Placenta Previa - Low-Lying Intruder
- Pathophysiology: Placenta implants over or near the internal cervical os. Types: complete, partial, marginal, or low-lying.
- Clinical Presentation: Sudden, painless, bright red vaginal bleeding, typically after 20 weeks gestation. Uterus is soft and non-tender.
- Risk Factors: Prior C-section, multiparity, advanced maternal age (>35), prior previa.
- Diagnosis & Management:
- Transvaginal ultrasound is the gold standard for diagnosis.
- ⚠️ NO digital vaginal or speculum exams.
- C-section delivery is indicated, usually at 36-37 weeks.
⭐ The classic triad is painless bleeding, a soft non-tender uterus, and reassuring fetal heart tones. Absence of pain is a key feature distinguishing it from placental abruption.

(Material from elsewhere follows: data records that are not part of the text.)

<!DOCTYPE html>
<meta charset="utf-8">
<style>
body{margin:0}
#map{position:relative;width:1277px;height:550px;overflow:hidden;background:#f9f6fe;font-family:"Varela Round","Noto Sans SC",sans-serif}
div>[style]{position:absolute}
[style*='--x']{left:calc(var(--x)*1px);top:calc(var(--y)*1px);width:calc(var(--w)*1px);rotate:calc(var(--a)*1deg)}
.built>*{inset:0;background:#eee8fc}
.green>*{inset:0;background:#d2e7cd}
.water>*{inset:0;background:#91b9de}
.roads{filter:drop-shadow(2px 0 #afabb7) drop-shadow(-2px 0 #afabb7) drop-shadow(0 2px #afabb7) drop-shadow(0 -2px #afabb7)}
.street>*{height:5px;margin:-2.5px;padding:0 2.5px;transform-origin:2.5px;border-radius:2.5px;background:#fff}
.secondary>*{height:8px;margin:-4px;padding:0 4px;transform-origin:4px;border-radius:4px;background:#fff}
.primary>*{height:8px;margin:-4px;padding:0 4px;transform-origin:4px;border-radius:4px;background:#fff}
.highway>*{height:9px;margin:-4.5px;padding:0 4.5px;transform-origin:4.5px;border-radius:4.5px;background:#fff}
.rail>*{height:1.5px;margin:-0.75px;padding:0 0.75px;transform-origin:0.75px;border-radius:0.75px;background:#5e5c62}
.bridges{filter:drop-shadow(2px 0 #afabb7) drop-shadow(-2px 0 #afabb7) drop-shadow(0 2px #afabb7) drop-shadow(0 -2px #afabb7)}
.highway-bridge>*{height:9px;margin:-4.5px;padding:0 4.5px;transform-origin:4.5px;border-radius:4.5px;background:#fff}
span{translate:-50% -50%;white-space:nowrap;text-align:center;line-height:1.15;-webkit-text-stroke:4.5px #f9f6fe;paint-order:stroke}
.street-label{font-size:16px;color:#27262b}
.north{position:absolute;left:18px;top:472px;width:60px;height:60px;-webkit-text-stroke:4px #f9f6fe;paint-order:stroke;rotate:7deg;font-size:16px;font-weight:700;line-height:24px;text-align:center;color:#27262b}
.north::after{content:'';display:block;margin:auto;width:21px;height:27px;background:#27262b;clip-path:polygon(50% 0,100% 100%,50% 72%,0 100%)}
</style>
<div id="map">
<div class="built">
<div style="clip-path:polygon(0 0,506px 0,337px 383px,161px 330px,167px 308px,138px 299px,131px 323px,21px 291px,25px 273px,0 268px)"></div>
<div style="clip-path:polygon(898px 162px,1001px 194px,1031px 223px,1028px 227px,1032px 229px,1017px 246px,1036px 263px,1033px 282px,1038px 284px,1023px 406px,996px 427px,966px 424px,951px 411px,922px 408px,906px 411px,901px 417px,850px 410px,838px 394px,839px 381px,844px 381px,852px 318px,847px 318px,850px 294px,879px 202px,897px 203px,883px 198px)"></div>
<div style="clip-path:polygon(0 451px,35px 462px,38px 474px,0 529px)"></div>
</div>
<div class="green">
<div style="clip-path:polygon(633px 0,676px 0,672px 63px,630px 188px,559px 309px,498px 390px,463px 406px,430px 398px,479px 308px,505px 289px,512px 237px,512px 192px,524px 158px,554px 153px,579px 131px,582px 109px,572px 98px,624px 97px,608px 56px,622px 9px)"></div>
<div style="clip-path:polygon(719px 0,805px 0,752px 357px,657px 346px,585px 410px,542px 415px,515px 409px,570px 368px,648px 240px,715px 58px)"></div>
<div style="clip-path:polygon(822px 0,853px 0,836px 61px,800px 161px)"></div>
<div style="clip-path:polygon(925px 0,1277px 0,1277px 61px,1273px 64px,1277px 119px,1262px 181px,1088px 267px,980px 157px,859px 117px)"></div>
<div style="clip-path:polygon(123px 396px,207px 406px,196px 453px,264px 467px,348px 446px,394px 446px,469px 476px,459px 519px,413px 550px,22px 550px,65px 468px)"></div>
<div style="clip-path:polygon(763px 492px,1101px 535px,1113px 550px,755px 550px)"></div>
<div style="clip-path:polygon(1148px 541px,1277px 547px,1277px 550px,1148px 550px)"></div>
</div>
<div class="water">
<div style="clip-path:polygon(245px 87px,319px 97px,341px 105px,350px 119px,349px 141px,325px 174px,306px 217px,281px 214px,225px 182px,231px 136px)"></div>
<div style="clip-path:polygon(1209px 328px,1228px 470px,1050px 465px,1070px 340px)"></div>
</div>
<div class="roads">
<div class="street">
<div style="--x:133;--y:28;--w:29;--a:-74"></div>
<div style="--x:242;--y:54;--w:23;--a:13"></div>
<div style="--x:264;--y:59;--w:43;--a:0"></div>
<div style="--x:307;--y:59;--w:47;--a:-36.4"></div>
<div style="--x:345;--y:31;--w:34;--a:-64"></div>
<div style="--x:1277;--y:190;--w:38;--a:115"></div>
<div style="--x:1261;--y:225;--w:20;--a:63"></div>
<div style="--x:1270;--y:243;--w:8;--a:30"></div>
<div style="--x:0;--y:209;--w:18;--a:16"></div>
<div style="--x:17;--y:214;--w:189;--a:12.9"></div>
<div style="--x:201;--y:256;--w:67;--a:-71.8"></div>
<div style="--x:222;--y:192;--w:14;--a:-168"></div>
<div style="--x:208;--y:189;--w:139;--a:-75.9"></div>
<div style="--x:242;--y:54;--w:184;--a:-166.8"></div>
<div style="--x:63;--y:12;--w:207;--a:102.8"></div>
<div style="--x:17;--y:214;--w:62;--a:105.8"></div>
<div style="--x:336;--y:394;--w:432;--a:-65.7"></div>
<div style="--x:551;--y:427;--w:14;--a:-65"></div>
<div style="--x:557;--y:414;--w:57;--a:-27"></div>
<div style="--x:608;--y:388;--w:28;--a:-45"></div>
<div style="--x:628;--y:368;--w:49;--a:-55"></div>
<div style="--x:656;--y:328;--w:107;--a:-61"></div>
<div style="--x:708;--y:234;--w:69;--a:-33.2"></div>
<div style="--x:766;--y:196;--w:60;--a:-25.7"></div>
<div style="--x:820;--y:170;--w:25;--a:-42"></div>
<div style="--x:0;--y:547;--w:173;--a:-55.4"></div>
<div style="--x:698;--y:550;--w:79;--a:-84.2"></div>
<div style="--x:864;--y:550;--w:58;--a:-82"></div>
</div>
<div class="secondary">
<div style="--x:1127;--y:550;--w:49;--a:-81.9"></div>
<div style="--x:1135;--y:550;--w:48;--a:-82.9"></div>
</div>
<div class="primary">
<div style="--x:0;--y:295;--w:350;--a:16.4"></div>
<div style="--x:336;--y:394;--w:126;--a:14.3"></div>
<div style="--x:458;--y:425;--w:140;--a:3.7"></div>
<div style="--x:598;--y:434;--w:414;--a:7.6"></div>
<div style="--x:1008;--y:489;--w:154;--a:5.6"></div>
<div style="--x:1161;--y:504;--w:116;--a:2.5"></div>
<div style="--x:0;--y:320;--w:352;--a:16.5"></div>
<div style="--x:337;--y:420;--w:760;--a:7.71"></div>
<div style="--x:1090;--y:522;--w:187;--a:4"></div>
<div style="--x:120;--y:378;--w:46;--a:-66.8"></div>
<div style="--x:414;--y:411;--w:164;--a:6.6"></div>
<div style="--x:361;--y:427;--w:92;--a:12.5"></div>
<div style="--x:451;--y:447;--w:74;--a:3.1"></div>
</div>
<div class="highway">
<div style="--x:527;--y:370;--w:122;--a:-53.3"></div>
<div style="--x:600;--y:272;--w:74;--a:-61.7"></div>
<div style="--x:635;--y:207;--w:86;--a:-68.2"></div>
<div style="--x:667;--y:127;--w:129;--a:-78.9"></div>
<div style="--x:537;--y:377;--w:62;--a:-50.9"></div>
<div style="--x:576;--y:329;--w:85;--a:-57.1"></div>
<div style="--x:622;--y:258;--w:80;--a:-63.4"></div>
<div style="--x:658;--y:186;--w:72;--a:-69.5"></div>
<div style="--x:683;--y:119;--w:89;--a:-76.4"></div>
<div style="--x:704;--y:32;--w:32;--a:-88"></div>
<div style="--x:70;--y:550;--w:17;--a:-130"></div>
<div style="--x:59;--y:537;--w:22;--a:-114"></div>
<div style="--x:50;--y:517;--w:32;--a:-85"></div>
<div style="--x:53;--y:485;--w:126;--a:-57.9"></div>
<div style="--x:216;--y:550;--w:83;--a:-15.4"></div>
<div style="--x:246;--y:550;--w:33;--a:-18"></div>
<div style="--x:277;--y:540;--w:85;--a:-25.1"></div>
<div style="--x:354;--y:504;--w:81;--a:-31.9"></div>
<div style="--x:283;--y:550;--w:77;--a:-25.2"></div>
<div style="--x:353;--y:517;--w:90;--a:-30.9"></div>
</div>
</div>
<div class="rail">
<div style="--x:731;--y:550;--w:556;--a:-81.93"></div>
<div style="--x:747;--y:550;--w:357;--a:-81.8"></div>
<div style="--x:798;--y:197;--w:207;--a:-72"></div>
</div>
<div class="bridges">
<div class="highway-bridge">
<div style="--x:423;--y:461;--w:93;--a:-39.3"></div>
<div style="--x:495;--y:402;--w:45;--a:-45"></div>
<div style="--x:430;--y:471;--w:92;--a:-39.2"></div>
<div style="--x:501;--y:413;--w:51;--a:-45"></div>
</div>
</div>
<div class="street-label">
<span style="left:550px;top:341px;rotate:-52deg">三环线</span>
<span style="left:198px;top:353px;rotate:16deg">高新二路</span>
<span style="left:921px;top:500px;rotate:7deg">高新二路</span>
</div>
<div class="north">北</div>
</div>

Risk Factors & Presentation - Red Alert Antepartum
-
Risk Factors:
- Prior C-section or other uterine surgery
- Multiparity & advanced maternal age (> 35 yrs)
- Cocaine use or smoking
- Prior placenta previa
-
Clinical Picture:
- Sudden, painless, bright red vaginal bleeding
- Typically occurs after 28 weeks gestation
- Uterus is soft, relaxed, and non-tender
- Fetal heart tones usually reassuring initially

⭐ Warning: Digital or speculum vaginal examination is absolutely contraindicated as it can provoke catastrophic hemorrhage. Diagnosis is made by ultrasound.
Diagnosis - Ultrasound Unveiling
- Initial Test: Transabdominal ultrasound.
- Gold Standard: Transvaginal ultrasound (TVS) is safe & more accurate for precise localization.
- Follow-up: Repeat scan at ~32 weeks; many early previas resolve via "placental migration."
⭐ A digital vaginal exam is contraindicated if placenta previa is suspected until it has been ruled out by ultrasound.

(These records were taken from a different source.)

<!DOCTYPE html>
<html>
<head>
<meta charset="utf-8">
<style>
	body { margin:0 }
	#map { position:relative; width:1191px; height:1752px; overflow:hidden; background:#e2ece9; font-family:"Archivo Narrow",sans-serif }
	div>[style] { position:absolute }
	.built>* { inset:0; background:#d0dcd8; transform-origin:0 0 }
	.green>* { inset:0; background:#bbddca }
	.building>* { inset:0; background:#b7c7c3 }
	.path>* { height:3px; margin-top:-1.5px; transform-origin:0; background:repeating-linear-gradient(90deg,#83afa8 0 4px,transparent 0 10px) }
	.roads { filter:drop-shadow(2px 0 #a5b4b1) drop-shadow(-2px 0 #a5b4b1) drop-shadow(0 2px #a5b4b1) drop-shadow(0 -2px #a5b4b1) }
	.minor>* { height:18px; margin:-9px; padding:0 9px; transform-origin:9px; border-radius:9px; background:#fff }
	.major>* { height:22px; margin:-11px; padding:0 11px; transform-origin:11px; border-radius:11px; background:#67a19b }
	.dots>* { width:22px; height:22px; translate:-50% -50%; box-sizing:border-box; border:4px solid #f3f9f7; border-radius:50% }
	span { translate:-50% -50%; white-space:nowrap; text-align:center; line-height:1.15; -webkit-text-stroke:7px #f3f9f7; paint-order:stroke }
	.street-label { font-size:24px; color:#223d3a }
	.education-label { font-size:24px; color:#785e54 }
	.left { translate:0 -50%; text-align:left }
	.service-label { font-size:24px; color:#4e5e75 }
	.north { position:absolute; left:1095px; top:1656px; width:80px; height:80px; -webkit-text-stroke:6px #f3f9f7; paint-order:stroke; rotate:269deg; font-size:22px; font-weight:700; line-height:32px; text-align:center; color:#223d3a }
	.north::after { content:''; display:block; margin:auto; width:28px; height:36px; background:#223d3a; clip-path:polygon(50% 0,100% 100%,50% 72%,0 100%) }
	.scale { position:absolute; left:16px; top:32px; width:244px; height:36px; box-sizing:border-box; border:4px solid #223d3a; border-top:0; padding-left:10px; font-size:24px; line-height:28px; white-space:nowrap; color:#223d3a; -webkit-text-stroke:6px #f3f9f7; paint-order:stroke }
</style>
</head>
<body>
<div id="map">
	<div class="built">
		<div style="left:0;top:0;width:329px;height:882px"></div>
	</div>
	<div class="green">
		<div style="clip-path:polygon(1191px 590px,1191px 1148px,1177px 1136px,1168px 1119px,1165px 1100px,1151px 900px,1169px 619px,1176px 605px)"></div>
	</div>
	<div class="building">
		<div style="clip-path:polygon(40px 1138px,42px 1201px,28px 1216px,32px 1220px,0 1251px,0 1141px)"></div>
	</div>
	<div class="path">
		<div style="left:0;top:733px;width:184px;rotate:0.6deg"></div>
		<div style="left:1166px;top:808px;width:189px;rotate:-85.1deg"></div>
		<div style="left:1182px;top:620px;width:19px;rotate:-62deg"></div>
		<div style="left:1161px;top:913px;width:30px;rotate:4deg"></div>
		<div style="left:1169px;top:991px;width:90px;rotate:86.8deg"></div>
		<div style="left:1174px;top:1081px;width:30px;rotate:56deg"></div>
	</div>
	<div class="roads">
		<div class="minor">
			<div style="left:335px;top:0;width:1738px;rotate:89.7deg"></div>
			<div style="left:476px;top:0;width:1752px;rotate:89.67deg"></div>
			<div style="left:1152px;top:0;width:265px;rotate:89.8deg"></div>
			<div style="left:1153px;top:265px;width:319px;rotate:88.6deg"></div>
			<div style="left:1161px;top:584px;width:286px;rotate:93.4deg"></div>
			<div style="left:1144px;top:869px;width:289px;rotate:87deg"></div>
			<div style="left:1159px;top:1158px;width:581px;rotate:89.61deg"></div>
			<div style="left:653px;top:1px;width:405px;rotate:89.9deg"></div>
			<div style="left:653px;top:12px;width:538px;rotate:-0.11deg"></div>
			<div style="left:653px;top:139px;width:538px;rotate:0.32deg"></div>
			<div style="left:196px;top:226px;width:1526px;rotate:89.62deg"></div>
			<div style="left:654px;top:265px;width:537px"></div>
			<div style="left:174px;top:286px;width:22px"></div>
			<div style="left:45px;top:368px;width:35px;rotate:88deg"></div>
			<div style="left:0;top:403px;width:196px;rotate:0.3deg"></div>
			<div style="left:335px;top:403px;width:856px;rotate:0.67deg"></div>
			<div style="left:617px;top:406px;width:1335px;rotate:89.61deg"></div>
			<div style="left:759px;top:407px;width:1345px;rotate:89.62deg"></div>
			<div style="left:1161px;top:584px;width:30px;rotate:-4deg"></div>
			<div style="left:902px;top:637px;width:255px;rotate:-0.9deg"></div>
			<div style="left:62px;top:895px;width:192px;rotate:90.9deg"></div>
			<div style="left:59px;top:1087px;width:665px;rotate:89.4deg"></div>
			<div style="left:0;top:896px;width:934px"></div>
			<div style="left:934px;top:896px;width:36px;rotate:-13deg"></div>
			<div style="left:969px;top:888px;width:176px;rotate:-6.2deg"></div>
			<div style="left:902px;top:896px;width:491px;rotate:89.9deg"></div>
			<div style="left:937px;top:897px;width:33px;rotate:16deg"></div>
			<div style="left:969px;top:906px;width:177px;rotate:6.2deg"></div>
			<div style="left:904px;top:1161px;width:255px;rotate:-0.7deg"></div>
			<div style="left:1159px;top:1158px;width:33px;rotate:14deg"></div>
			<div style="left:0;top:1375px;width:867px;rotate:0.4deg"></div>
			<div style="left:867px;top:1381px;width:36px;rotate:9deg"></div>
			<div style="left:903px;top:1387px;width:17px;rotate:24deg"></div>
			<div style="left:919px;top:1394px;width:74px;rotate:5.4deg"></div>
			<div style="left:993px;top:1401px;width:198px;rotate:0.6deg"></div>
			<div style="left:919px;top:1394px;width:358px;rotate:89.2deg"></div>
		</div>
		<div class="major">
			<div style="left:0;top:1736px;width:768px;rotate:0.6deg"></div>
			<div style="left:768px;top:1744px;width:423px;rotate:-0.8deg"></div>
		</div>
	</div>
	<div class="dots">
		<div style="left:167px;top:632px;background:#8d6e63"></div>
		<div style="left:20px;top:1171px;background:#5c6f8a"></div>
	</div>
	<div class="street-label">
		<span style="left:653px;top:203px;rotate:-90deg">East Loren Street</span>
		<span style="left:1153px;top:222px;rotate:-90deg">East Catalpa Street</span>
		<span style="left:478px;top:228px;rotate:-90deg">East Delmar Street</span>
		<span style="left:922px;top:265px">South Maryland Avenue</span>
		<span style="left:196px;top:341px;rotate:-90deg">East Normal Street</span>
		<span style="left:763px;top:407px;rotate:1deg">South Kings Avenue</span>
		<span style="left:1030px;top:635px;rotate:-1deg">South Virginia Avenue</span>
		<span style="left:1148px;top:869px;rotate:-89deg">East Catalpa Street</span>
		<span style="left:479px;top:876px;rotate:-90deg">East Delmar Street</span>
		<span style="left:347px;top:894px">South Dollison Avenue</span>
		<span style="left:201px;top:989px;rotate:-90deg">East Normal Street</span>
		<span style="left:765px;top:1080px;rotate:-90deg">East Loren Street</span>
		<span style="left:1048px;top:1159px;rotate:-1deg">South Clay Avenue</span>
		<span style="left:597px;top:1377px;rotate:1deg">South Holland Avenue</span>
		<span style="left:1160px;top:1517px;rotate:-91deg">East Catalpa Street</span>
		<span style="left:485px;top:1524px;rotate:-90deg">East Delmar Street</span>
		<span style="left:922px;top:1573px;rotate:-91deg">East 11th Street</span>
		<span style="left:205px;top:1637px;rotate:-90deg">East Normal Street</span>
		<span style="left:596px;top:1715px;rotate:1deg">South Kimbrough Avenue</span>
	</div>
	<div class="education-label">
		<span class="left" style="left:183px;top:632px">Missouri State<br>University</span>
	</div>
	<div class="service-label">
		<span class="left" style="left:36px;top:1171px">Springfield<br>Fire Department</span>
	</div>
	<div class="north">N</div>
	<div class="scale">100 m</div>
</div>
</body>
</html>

Management - Watchful Waiting Game
- Indication: Preterm gestation (< 36-37 weeks) with a hemodynamically stable mother and reassuring fetal status.
- Core Strategy: Inpatient observation, especially after a bleeding episode.

- Key Interventions:
- Corticosteroids (Betamethasone): Administer if gestational age is < 34 weeks to promote fetal lung maturity.
- Strict Pelvic Rest: No vaginal exams (digital or speculum) and no intercourse.
- Tocolysis (e.g., Magnesium Sulfate): ⚠️ Used cautiously for short-term uterine quiescence, primarily to allow corticosteroids to take effect.
- Anemia Correction: Maintain maternal hematocrit > 30%.
⭐ Elective cesarean delivery is planned for 36 0/7 to 37 6/7 weeks, even in asymptomatic cases, to minimize the risk of hemorrhage from spontaneous labor.
Complications & Vasa Previa - Dangerous Liaisons
- Maternal: Risk of massive hemorrhage (may necessitate hysterectomy). Placenta accreta spectrum risk ↑ with prior C-sections.
- Fetal: Preterm birth, IUGR, and fetal anemia.
- Vasa Previa: A related emergency where unprotected fetal vessels run over the cervical os. Membrane rupture can tear these vessels, causing rapid fetal exsanguination.
⭐ Vasa Previa Triad: Rupture of membranes, painless vaginal bleeding, and subsequent fetal bradycardia or a sinusoidal heart rate pattern.

High‑Yield Points - ⚡ Biggest Takeaways
- Painless, bright red vaginal bleeding in the third trimester is the classic presentation.
- The placenta implants over or near the internal cervical os.
- Major risk factors include prior cesarean delivery, multiparity, and advanced maternal age.
- Transvaginal ultrasound is the gold standard for diagnosis; transabdominal is used for initial screening.
- Digital vaginal examination is absolutely contraindicated due to the risk of catastrophic hemorrhage.
- Management is typically a planned cesarean delivery at 36-37 weeks.